Gilles Roman’s illustration of the imaginings of Jules Verne.

It’s all a matter of belief, whether it’s believing in yourself or believing that impossible things really are possible. The United States was founded on the belief that all men are created equal. We also believe in the value of our paper currency, which is essentially worthless. See, belief is not a horrible thing in every situation. And even when it comes to the supernatural and superstitious, belief can be an asset as well as a lifesaver.

Have you ever heard of a ghost story saving a life? Well, it really happened on the night of June 18, 1903, just west of Kalispell, Montana, as reported by the St. Paul Globe. The Great Northern Railroad crossed a bridge over a small stream where a ghost was said to wander at night. The engineer behind that throttle that night had heard the tale and kept a close eye out. As he reached that very spot, a ‘shadowy figure’ seemed to step across the tracks and ‘wave long ghostly arms’. Terrified, he threw on the brakes and put the locomotive in reverse, bringing the train to a stop just two feet before the bridge. But the bridge wasn’t there; it had been washed away by strong recent rains. What he had thought was a ghostly warning of impending disaster turned out to be a bug on the headlight magnified to look like a spooky shadow. But had he not thought he saw an actual ghost, he never would have stopped and avoided what surely would have been a fatal accident.

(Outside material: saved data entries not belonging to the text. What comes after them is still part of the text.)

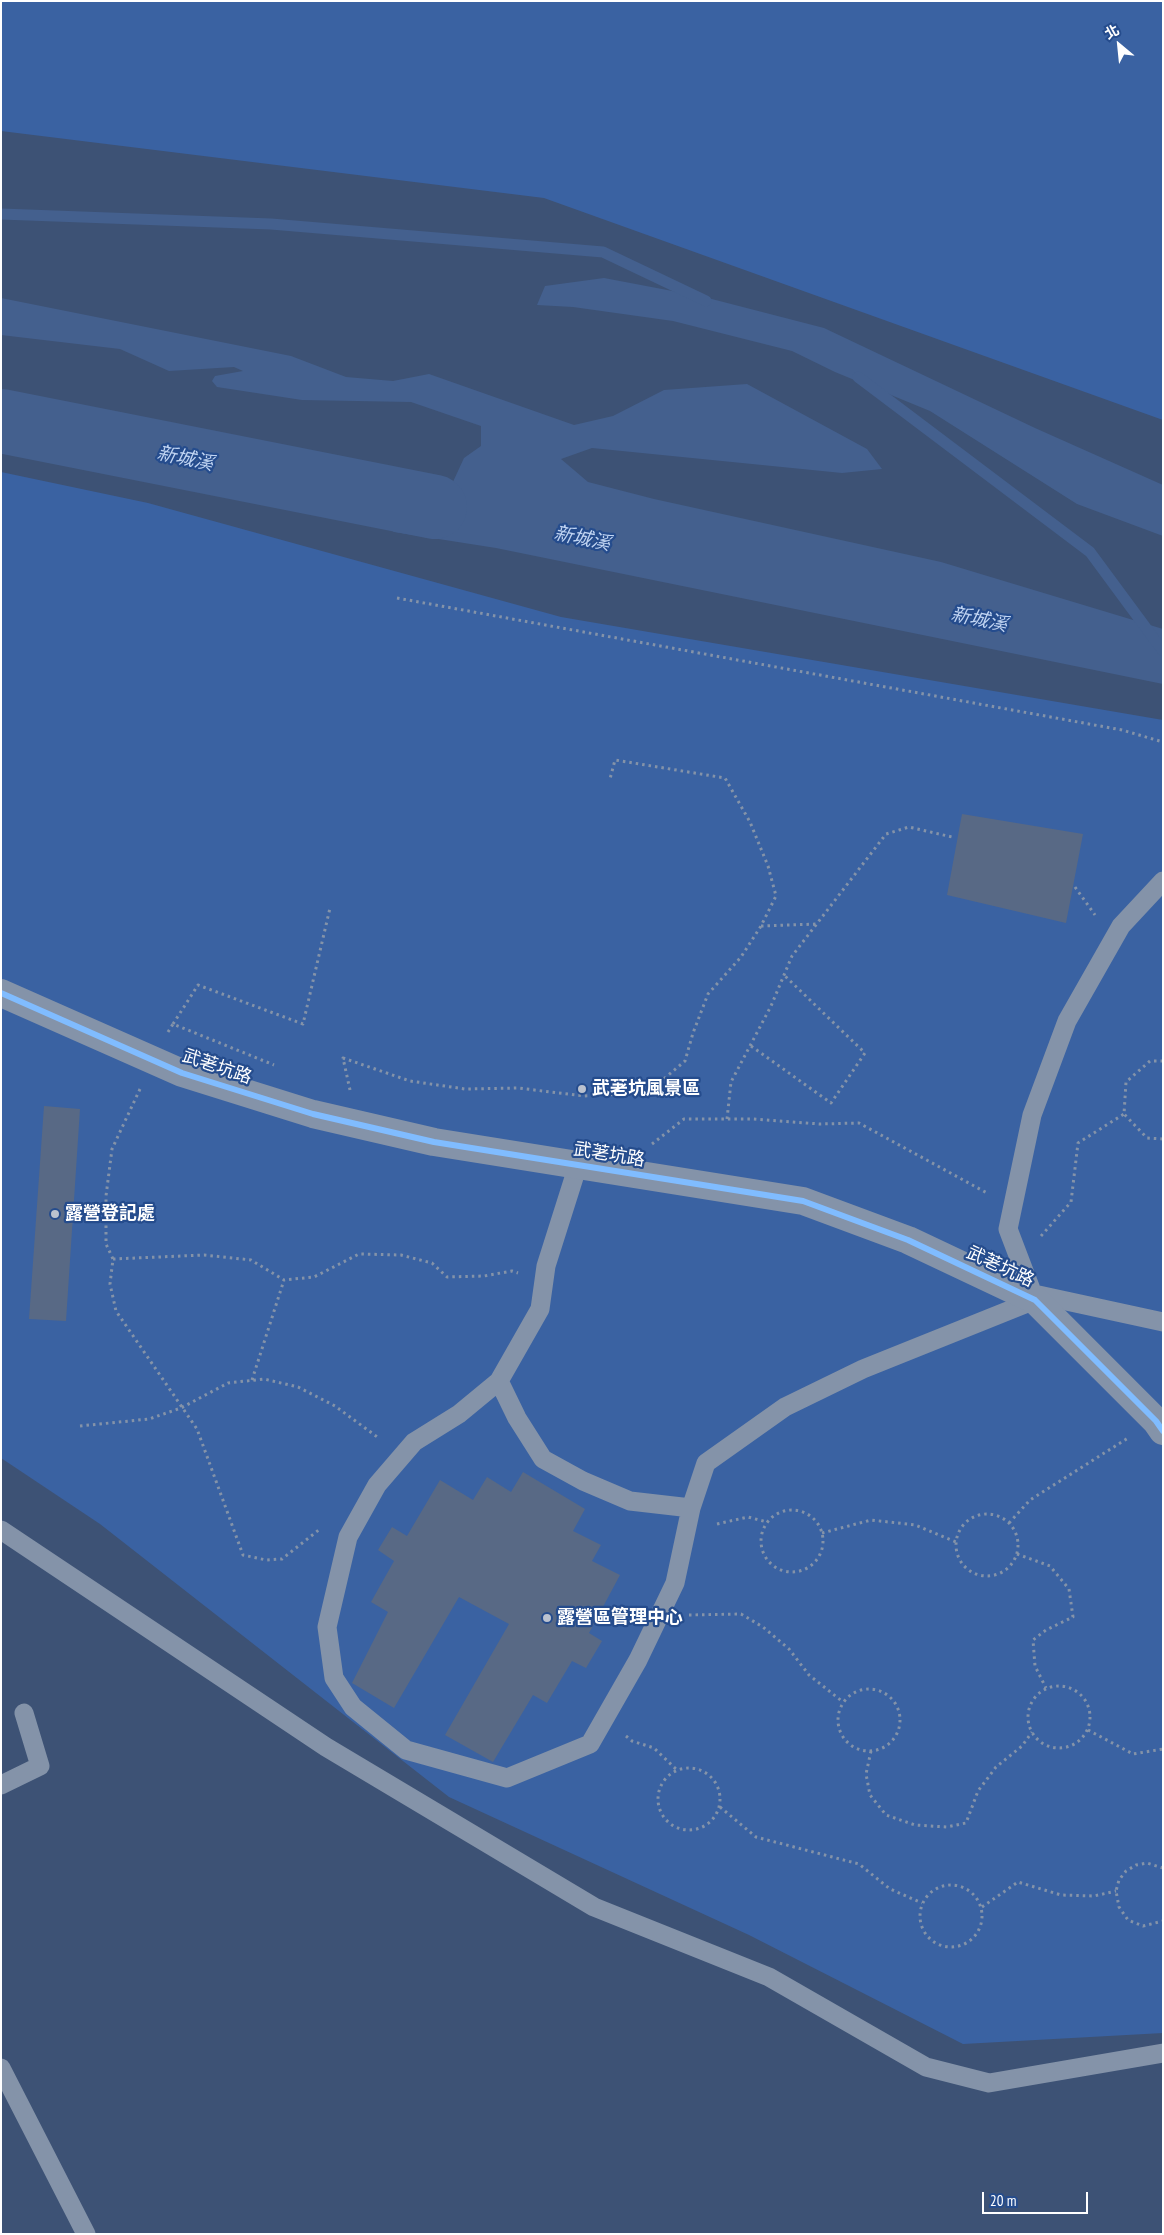 <!DOCTYPE html>
<meta charset="utf-8">
<style>
body{margin:0}
#map{position:relative;width:1164px;height:2235px;overflow:hidden;background:#3d5275;font-family:"PT Sans Narrow","Noto Sans TC",sans-serif}
canvas{display:block}
.frame{position:absolute;inset:0;border:2px solid #fff;pointer-events:none}
.north{position:absolute;left:1094px;top:20px;width:50px;height:50px;-webkit-text-stroke:4px #254c8d;paint-order:stroke;rotate:332deg;font-size:14px;font-weight:700;line-height:20px;text-align:center;color:#fff}
.north::after{content:'';display:block;margin:auto;width:18px;height:22px;background:#fff;clip-path:polygon(50% 0,100% 100%,50% 72%,0 100%)}
.scale{position:absolute;left:982px;top:2192px;width:106px;height:22px;box-sizing:border-box;border:2px solid #fff;border-top:0;padding-left:6px;font-size:15px;line-height:18px;white-space:nowrap;color:#fff;-webkit-text-stroke:4px #254c8d;paint-order:stroke}
</style>
<div id="map">
<canvas width="1164" height="2235"></canvas>
<div class="frame"></div>
<div class="north">北</div>
<div class="scale">20 m</div>
</div>
<script>
const ctx = document.querySelector('canvas').getContext('2d');
ctx.lineJoin = 'round';
function paint(path, color) {
  ctx.fillStyle = color;
  ctx.fill(path, 'evenodd');
}
function shape(rows) {
  const path = new Path2D();
  for (const r of rows) {
    if (r.length === 3) {
      path.moveTo(r[0] + r[2], r[1]);
      path.arc(r[0], r[1], r[2], 0, 2 * Math.PI);
      continue;
    }
    path.moveTo(r[0], r[1]);
    for (let i = 2; i < r.length; i += 2) path.lineTo(r[i], r[i + 1]);
  }
  return path;
}
function strokePath(path, color, width, dash) {
  ctx.strokeStyle = color;
  ctx.lineWidth = width;
  ctx.lineCap = dash ? 'butt' : 'round';
  ctx.setLineDash(dash || []);
  ctx.stroke(path);
}
function drawText(font, color, halo, rows, align = 'center') {
  ctx.font = font + ' "PT Sans Narrow","Noto Sans TC",sans-serif';
  ctx.lineWidth = 4.5;
  ctx.setLineDash([]);
  ctx.textBaseline = 'middle';
  ctx.strokeStyle = halo;
  ctx.fillStyle = color;
  for (const [text, x, y, turn = 0] of rows) {
    ctx.save();
    ctx.translate(x, y);
    ctx.rotate((+turn || 0) * Math.PI / 180);
    ctx.textAlign = isNaN(turn) ? turn : align;
    if (halo) ctx.strokeText(text, 0, 0);
    ctx.fillText(text, 0, 0);
    ctx.restore();
  }
}
const green = shape([
 [1,1,1163,1,1163,420,544,198,1,131],
 [1,472,148,503,561,617,1163,720,1163,2033,963,2044,749,1935,449,1797,100,1524,1,1458]
]);
const water = shape([
 [604,278,704,297,824,328,1035,428,1163,485,1163,536,1077,504,930,411,835,372,792,351,673,321,573,307,537,305,545,286],
 [1,298,291,356,346,377,393,381,429,374,574,425,613,416,664,390,747,384,867,449,882,469,842,473,592,448,561,459,588,482,654,499,941,562,1163,629,1163,684,496,548,394,532,349,502,348,477,405,476,452,484,464,458,481,446,481,426,411,402,302,400,217,387,212,381,215,376,243,371,234,367,169,371,120,349,1,335]
]);
const stream = shape([
 [1,214,271,224,603,252,706,301],
 [858,377,1090,552,1163,651]
]);
const river = shape([
 [1,421,435,507]
]);
const building = shape([
 [962,814,1083,834,1066,923,947,895],
 [44,1106,80,1109,66,1321,29,1319],
 [523,1472,585,1509,573,1531,601,1545,592,1561,620,1575,589,1633,602,1641,586,1668,572,1661,547,1703,533,1695,493,1762,445,1735,509,1624,459,1597,394,1708,352,1683,388,1612,371,1602,394,1561,378,1550,392,1527,407,1536,440,1480,473,1500,487,1477,511,1492]
]);
const path = shape([
 [397,598,1122,730,1163,742],
 [1075,887,1095,915],
 [761,926,817,924],
 [173,1024,198,985,303,1024,330,908],
 [168,1032,173,1024,274,1065],
 [751,1046,831,1103,865,1053,784,975],
 [1163,1061,1150,1061,1126,1082,1124,1114,1147,1138,1163,1139],
 [140,1089,112,1149,106,1196,106,1244,113,1259,110,1284,116,1311,197,1429,243,1555,266,1560,282,1559,320,1529],
 [350,1090,343,1058,410,1081,465,1089,518,1088,584,1096,647,1093,685,1061,693,1033,708,994,741,957,761,926,776,896,768,866,750,822,725,778,615,760,610,779],
 [727,1119,731,1082,771,1006,792,956,886,834,909,827,952,837],
 [652,1144,684,1119,753,1119,820,1124,859,1123,987,1193],
 [1041,1236,1071,1202,1078,1143,1124,1114],
 [113,1259,204,1255,251,1260,284,1280,314,1277,359,1254,401,1255,432,1263,447,1277,484,1276,512,1271,518,1273],
 [252,1380,284,1280],
 [80,1426,149,1419,181,1408,228,1383,264,1379,298,1387,335,1406,380,1439],
 [792,1541,31],
 [987,1545,31],
 [1009,1523,1030,1500,1128,1438],
 [717,1524,748,1517,767,1522],
 [822,1533,871,1520,915,1525,956,1542],
 [1017,1554,1050,1566,1069,1589,1073,1617,1046,1630,1033,1640,1035,1666,1046,1688],
 [689,1615,741,1614,763,1627,789,1649,809,1675,843,1702],
 [1059,1717,31],
 [869,1720,31],
 [1088,1730,1133,1754,1163,1749],
 [626,1736,632,1741,654,1748,677,1770],
 [871,1751,866,1774,870,1795,886,1815,915,1825,947,1827,966,1823,978,1791,996,1767,1022,1746,1032,1732],
 [689,1799,31],
 [720,1807,756,1837,859,1864,890,1889,922,1903],
 [1163,1868,1147,1863,1136,1865,1126,1871,1119,1880,1116,1891,1119,1907,1128,1920,1143,1926,1163,1921],
 [951,1916,31],
 [982,1907,1018,1882,1061,1895,1094,1896,1116,1891]
]);
const lane = shape([
 [578,1165,546,1266,540,1309,499,1381,517,1418,543,1459,583,1481,630,1501,691,1508],
 [1035,1300,1034,1294,1163,1322],
 [499,1381,459,1414,414,1442,377,1485,348,1537,327,1627,334,1678,353,1707,406,1750,507,1778,590,1744,638,1660,675,1583,691,1508,706,1463,785,1407,863,1369,1035,1300,1008,1229,1032,1115,1067,1021,1121,926,1163,881],
 [1,1530,326,1747,594,1907,769,1977,926,2067,989,2083,1163,2053],
 [1,1785,40,1766,24,1713],
 [1,2068,86,2234]
]);
const street = shape([
 [1,993,182,1073,313,1114,434,1142,803,1201,908,1240,1035,1300,1156,1421,1163,1431]
]);
const cycleway = shape([
 [1,993,182,1073,313,1114,434,1142,803,1201,908,1240,1035,1300,1156,1421,1163,1431]
]);
const markers = [
 [582,1089,5,"#bbc2cf"],
 [55,1214,5,"#bbc2cf"],
 [547,1618,5,"#bbc2cf"]
];
const streetNames = [
 ["武荖坑路",217,1067,19],
 ["武荖坑路",609,1155,9],
 ["武荖坑路",1000,1267,25]
];
const poiNames = [
 ["武荖坑風景區",592,1089],
 ["露營登記處",65,1214],
 ["露營區管理中心",557,1618]
];
const waterNames = [
 ["新城溪",185,459,12],
 ["新城溪",582,539,12],
 ["新城溪",979,620,12]
];
paint(green, '#3a62a2');
paint(water, '#44608e');
strokePath(stream, '#44608e', 11);
strokePath(river, '#44608e', 64);
paint(building, '#586985');
strokePath(path, '#8493a9', 3, [2.5, 4]);
strokePath(lane, '#8493a9', 19);
strokePath(street, '#8493a9', 28);
strokePath(cycleway, '#80bcff', 6);
for (const [x, y, r, color] of markers) {
  const dot = new Path2D();
  dot.arc(x, y, r, 0, 2 * Math.PI);
  ctx.fillStyle = color;
  ctx.fill(dot);
  strokePath(dot, '#254c8d', 2);
}
drawText('18px', '#fff', '#254c8d', streetNames);
drawText('bold 18px', '#fff', '#254c8d', poiNames, 'left');
drawText('italic 19px', '#c0d4f2', '#254c8d', waterNames);
</script>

Kalispell, Montana, in 1892.

Kalispell, Montana, in 1892.

1982, Spokane’s Spokesman-Review published an article on January 15th about a curious incident involving Flight 90 which plunged into the Potomac during a winter storm. One would-be passenger named Marika Conway was scheduled for the flight at Washington International Airport, but never set foot on board the plane. “At the last minute, I changed my mind because [the date] was the 13th.” Seventy three of the 79 passengers on that flight perished in the freezing waters.

Even more recently in 2010, a man from Somalia owes his life to superstitious belief. Six men were floating in a 12-15 foot boat on the ocean for three months when the craft washed ashore on the island of Makunudhoo. Five men were rushed to a hospital, dehydrated and starved to the brink of death, yet the sixth man was curled up in the anchor locker and assumed to be dead. Local islander elders believed that burying a rotting corpse on the island would make it haunted so they prevented authorities from proceeding with such a burial. The following morning, they noticed he was slightly moving. It turned out that the man wasn’t dead, but extremely close to it. Had they buried him as they planned the day before, he surely would have been.

This certainly doesn’t mean that bad things haven’t happened from superstitious belief or stories of ghosts, monsters, and curses. But it does show that calling all superstitions and supernatural beliefs or stories dangerous is an outright lie. Whether it’s scaring away would-be thieves or making teenagers think twice about finding a dark, secluded hideout to park a car and get their groove on, sometimes believing things–whether or not they’re actually true–can be a very good thing.